I did advise someone then who made the previous mass order to be sure they got the smaller ones.
This recent MO they did on AF shows he has got two sizes now.
I still go for the German made ones as I do not want to "reinvent the wheel".
They have been breeding them for the longest time and have had time to refine the tools and process.
Though the caves are not precisely made they are all in the "ballpark" and ready for play!  :Grin:

----------


## jerrywll78

> Suprise suprise, the female has been confirmed a female because she has bred with a male in the tank in less then a week upon introduction. So Irwin, you are so spot on! So now my concern, to remove the eggs now or wait for a week.... 
> 
> Tank specs as follows
> GH - 120
> KH - 0
> PH - 6 (using ADA Amazonia below the gravel)
> NO2 - 0.5
> NO3 - 20
> Temp - 33deg


Hi Genes...i just wondering you tank temp. is 33 deg.?? Maybe in this temp. the pleco will breed??

----------


## Cup

that's a terrible pleco tank--it's far too beautiful.  :Wink:

----------


## genes

Haa...thanks cup. I thought i made a real mess out of the woods and cryptocoryne balansae. 

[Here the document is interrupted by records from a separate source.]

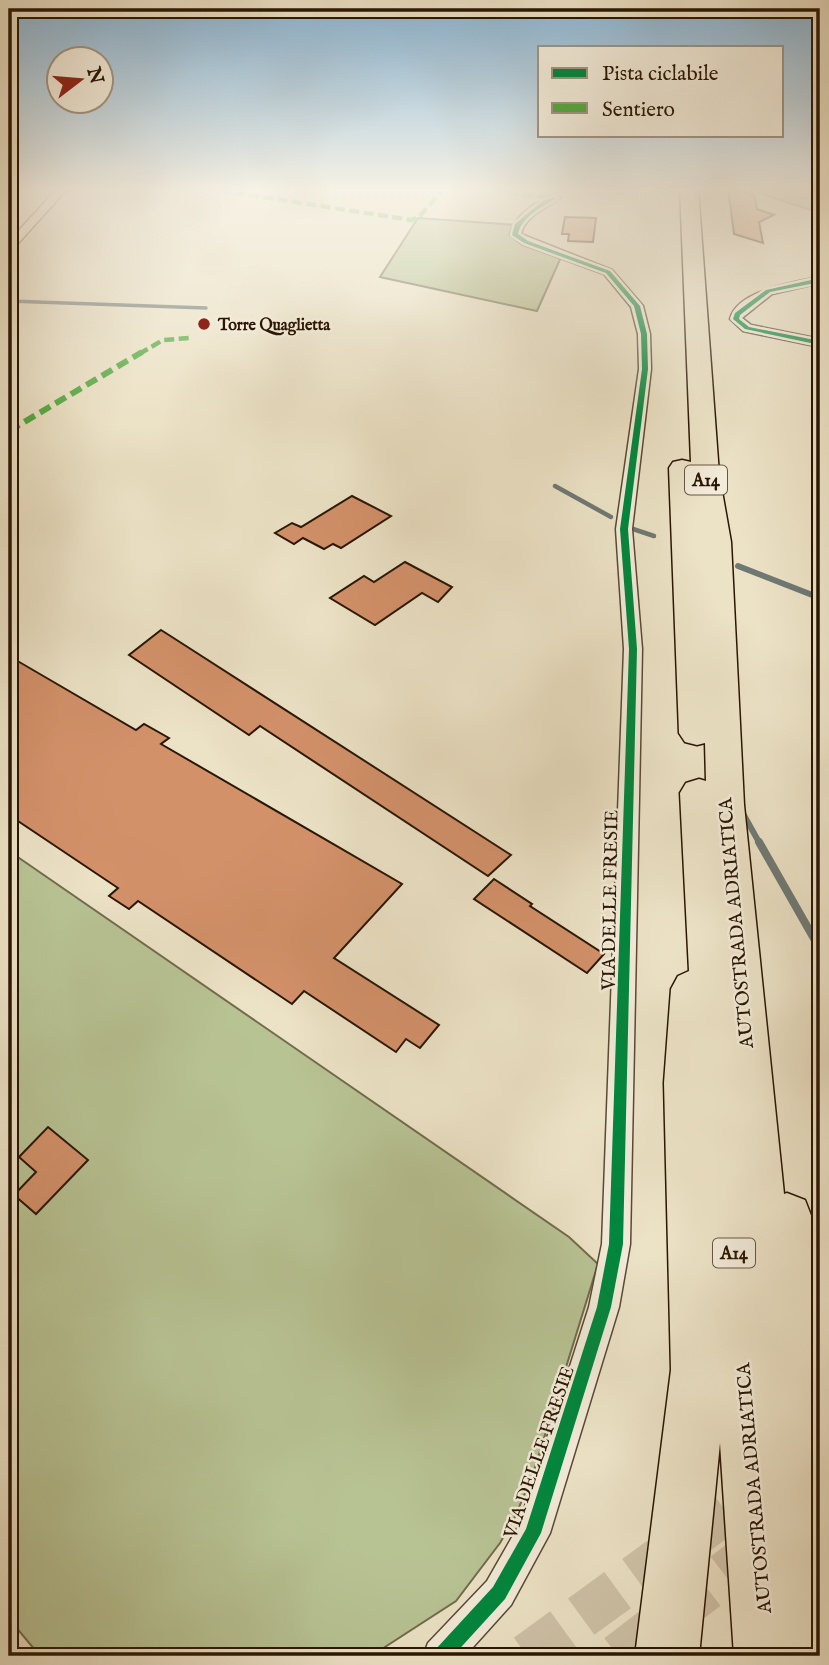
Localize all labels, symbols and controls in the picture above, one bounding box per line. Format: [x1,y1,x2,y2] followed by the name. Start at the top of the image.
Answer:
[46,46,116,116] north arrow
[538,46,784,136] legend
[602,61,719,88] text: Pista ciclabile
[80,64,108,88] text: N
[602,97,675,124] text: Sentiero
[196,316,212,332] marker: Torre Quaglietta
[217,316,331,336] place label: Torre Quaglietta
[685,466,727,494] road number: A14
[714,795,760,1050] street label: AUTOSTRADA ADRIATICA
[597,809,625,992] street label: VIA DELLE FRESIE
[713,1238,755,1268] road number: A14
[732,1360,778,1615] street label: AUTOSTRADA ADRIATICA
[499,1363,581,1543] street label: VIA DELLE FRESIE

jerry, not sure about the temperature. I also do 10&#37; water change once every 3 days.

Sharing the same tank is this piece of scarlet. Amazingly, the zebras are more of the bully then this spiky and bigger fellow. The L25 also lost out to the zebras when competing for food. I have to "hand feed" the L25 for fear it may not get to the food at all during feeding time.


And the zebras just killed one of the 3 L144 in the tank. The damage done to the male L144 is pretty savage. Looks like alot of biting going on.

----------


## Champ-BKK

> Haa...thanks cup. I thought i made a real mess out of the woods and cryptocoryne balansae. 
> 
> jerry, not sure about the temperature. I also do 10% water change once every 3 days.
> 
> Sharing the same tank is this piece of scarlet. Amazingly, the zebras are more of the bully then this spiky and bigger fellow. The L25 also lost out to the zebras when competing for food. I have to "hand feed" the L25 for fear it may not get to the food at all during feeding time.
> 
> 
> And the zebras just killed one of the 3 L144 in the tank. The damage done to the male L144 is pretty savage. Looks like alot of biting going on.


Nice fish with Pro-skill to taking a pic.  :Well done:

----------


## genes

Hey guys, need some advice again. I have never poured out fries that are lesser then 2 weeks old before. So when you guys remove the fries with dad wedged inside the cave, you just shake the fellows out? Won't the yoke break or get damaged? How's the usual survival rate of the fries being poured out? I'm also afraid dad starts trashing around and killing all the fries.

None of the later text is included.